Description of the task
Search the records below for "stream" and copy every line it turns up in.

(Saved entries)

******

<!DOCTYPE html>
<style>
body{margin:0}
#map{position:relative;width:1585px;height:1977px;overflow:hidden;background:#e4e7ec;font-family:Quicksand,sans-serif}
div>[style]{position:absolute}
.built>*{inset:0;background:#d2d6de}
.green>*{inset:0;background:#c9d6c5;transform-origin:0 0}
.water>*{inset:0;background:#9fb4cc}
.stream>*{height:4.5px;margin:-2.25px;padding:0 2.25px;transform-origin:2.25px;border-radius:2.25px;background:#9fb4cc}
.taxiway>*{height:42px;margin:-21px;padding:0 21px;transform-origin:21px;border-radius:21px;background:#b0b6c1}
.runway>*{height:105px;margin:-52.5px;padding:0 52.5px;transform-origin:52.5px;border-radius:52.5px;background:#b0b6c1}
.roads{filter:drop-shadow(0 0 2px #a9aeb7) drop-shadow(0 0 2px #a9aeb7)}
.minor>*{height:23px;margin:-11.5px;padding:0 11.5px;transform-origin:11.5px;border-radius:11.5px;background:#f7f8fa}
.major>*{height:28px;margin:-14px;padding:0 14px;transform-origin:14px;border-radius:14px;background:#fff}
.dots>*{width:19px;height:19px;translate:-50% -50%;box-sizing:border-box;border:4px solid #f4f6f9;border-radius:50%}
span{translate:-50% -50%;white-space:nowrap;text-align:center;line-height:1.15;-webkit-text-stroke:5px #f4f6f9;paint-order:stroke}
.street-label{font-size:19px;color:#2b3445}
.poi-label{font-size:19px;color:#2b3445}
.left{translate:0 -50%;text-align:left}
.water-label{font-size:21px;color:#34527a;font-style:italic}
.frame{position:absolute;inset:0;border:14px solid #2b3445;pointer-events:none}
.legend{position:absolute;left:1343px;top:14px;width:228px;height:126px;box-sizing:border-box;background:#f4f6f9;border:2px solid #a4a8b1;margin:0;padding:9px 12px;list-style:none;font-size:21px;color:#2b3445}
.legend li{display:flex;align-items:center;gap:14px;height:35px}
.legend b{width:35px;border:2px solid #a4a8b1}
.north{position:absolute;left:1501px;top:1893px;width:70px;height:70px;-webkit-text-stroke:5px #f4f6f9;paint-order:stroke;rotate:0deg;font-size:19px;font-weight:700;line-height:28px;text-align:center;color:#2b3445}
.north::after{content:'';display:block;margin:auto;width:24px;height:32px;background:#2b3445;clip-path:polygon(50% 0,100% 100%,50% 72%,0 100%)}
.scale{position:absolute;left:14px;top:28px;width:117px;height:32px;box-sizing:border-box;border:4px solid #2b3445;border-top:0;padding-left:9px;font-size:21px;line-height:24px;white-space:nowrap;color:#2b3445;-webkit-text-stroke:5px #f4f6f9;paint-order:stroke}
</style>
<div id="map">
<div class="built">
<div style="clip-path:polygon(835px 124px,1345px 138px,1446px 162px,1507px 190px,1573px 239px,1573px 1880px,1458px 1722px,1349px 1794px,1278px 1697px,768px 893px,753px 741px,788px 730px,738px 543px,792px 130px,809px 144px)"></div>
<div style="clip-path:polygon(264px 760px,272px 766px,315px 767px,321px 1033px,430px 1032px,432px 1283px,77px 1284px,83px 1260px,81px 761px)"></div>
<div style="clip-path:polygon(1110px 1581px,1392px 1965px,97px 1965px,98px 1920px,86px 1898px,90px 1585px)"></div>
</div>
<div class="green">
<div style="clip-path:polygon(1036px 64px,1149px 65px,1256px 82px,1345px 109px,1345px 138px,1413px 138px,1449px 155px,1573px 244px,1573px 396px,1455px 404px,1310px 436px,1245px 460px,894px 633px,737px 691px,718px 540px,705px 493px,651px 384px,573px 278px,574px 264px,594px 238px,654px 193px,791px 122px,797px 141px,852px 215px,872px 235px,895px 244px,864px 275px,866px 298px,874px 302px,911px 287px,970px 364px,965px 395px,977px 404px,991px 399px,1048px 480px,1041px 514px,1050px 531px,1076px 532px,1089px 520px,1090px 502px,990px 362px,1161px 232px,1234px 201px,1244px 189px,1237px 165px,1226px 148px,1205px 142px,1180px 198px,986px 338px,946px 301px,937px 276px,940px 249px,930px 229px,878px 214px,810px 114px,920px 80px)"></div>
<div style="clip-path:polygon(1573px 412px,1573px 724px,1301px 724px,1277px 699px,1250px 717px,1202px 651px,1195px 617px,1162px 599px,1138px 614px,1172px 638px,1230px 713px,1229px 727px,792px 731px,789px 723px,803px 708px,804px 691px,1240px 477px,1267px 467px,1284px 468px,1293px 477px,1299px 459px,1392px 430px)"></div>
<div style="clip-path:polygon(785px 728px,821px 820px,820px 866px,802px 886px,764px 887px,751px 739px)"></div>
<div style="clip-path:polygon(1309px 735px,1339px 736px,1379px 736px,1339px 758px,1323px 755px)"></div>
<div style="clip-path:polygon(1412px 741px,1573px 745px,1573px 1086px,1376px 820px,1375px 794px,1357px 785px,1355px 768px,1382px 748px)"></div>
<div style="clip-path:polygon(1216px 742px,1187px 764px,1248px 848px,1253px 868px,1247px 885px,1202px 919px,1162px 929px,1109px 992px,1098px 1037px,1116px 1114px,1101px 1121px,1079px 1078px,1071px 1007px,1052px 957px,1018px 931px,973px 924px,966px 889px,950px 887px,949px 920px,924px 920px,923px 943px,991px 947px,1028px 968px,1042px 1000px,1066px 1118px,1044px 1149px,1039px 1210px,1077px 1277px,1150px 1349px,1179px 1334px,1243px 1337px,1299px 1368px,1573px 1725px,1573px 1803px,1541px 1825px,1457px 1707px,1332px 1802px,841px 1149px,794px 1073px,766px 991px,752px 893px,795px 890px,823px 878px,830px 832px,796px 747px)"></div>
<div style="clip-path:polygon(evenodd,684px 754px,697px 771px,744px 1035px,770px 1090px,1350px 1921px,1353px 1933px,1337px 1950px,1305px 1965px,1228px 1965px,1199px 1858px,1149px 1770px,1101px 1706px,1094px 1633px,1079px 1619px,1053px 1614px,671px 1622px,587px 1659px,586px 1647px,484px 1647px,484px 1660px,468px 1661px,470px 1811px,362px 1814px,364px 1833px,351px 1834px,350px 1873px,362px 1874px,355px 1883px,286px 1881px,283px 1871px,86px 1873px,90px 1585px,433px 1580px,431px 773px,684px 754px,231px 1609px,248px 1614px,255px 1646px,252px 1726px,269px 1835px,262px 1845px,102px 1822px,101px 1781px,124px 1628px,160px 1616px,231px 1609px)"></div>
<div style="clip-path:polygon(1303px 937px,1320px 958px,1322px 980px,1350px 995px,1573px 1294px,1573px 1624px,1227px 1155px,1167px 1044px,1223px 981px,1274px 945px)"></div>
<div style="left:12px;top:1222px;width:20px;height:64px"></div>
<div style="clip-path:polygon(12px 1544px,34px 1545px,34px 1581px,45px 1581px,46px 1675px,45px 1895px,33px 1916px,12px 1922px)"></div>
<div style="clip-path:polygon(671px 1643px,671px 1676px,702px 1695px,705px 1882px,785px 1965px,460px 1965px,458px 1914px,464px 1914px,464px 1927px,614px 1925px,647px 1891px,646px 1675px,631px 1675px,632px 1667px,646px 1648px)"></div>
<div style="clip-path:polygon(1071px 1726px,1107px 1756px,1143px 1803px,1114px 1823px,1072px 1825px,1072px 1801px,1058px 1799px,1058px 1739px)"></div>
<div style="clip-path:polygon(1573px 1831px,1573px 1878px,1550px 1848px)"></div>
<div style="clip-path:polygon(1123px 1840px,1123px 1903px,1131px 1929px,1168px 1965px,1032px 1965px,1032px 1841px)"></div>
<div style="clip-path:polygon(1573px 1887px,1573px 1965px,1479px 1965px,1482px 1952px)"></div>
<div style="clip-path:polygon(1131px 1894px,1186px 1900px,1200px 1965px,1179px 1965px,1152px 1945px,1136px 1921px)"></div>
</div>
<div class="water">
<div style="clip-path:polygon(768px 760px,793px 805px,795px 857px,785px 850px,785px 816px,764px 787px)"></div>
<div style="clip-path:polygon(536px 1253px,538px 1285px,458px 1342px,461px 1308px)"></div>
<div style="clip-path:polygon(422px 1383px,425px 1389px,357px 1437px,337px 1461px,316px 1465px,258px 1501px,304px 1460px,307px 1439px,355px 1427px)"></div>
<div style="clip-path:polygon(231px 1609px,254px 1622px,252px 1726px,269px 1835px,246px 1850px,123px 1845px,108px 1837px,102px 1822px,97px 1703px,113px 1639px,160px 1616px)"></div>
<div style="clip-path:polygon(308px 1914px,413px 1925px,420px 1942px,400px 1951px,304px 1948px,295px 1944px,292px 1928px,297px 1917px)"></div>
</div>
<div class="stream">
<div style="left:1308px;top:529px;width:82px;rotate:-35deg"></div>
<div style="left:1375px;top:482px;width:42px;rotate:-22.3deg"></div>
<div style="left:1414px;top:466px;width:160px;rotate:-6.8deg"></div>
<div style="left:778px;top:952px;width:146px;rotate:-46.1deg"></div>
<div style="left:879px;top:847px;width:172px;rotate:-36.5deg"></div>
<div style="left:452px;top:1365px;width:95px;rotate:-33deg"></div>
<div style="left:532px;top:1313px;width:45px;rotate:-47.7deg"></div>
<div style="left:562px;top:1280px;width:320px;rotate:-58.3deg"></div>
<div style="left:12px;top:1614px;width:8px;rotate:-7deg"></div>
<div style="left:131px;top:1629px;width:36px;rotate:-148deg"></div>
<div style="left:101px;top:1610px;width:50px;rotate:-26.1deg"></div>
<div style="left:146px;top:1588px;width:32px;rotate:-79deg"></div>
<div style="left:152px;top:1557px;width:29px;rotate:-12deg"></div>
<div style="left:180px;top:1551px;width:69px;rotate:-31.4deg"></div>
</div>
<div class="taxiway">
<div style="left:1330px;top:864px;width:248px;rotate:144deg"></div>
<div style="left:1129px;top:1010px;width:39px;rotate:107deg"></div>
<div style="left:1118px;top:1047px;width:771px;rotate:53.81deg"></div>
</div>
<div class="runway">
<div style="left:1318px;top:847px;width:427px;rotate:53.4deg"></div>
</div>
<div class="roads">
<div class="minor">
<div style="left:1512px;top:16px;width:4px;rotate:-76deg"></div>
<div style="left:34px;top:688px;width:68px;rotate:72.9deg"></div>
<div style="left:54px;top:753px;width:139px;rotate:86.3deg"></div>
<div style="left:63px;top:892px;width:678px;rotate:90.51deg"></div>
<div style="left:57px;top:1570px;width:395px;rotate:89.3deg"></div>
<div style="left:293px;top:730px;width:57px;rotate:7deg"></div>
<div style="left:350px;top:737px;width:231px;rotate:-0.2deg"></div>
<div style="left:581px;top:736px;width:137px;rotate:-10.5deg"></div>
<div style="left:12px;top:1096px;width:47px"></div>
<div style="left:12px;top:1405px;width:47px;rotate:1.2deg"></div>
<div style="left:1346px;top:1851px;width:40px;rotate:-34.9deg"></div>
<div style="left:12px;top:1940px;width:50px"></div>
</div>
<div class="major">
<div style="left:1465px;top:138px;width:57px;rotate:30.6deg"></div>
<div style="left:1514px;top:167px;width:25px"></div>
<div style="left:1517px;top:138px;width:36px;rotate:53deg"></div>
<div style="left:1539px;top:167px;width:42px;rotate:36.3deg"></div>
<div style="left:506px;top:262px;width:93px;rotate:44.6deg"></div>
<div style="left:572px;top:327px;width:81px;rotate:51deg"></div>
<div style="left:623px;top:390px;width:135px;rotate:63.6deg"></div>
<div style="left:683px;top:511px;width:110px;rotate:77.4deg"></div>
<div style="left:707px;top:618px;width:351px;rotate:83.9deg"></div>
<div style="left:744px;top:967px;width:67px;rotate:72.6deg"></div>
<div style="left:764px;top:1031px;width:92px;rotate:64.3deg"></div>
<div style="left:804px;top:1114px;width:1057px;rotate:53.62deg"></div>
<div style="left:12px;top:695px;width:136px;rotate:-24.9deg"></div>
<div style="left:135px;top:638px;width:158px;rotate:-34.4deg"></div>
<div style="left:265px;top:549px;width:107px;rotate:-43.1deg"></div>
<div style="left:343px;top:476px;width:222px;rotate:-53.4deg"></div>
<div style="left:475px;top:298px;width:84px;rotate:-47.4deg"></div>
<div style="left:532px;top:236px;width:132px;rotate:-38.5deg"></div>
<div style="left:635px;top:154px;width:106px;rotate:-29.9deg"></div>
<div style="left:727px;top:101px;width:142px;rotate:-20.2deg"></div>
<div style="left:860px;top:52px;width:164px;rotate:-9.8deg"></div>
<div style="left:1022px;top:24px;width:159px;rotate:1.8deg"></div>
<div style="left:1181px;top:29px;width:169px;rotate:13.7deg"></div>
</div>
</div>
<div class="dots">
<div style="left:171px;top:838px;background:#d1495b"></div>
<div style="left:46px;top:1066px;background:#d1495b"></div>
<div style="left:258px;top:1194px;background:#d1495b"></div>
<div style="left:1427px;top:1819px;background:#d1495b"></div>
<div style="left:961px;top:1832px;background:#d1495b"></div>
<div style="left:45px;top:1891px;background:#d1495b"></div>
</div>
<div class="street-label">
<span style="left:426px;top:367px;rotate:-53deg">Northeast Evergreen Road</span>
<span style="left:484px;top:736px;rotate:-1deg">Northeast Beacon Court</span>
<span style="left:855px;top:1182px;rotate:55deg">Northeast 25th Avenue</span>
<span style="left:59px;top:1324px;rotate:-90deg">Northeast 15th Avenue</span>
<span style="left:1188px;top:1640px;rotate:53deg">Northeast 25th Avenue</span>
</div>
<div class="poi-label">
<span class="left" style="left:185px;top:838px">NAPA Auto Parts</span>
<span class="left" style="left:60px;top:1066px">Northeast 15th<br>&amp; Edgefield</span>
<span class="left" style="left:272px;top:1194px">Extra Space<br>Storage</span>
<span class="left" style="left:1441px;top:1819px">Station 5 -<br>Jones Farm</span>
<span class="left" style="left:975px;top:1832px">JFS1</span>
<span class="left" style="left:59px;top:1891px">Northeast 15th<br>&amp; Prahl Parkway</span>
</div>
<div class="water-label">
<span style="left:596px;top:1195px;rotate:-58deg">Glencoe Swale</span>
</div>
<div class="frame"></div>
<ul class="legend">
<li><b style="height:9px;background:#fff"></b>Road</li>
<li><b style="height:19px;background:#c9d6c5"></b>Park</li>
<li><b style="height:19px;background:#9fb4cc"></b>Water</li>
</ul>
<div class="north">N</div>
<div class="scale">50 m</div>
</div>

******

Written response
.stream>*{height:4.5px;margin:-2.25px;padding:0 2.25px;transform-origin:2.25px;border-radius:2.25px;background:#9fb4cc}
<div class="stream">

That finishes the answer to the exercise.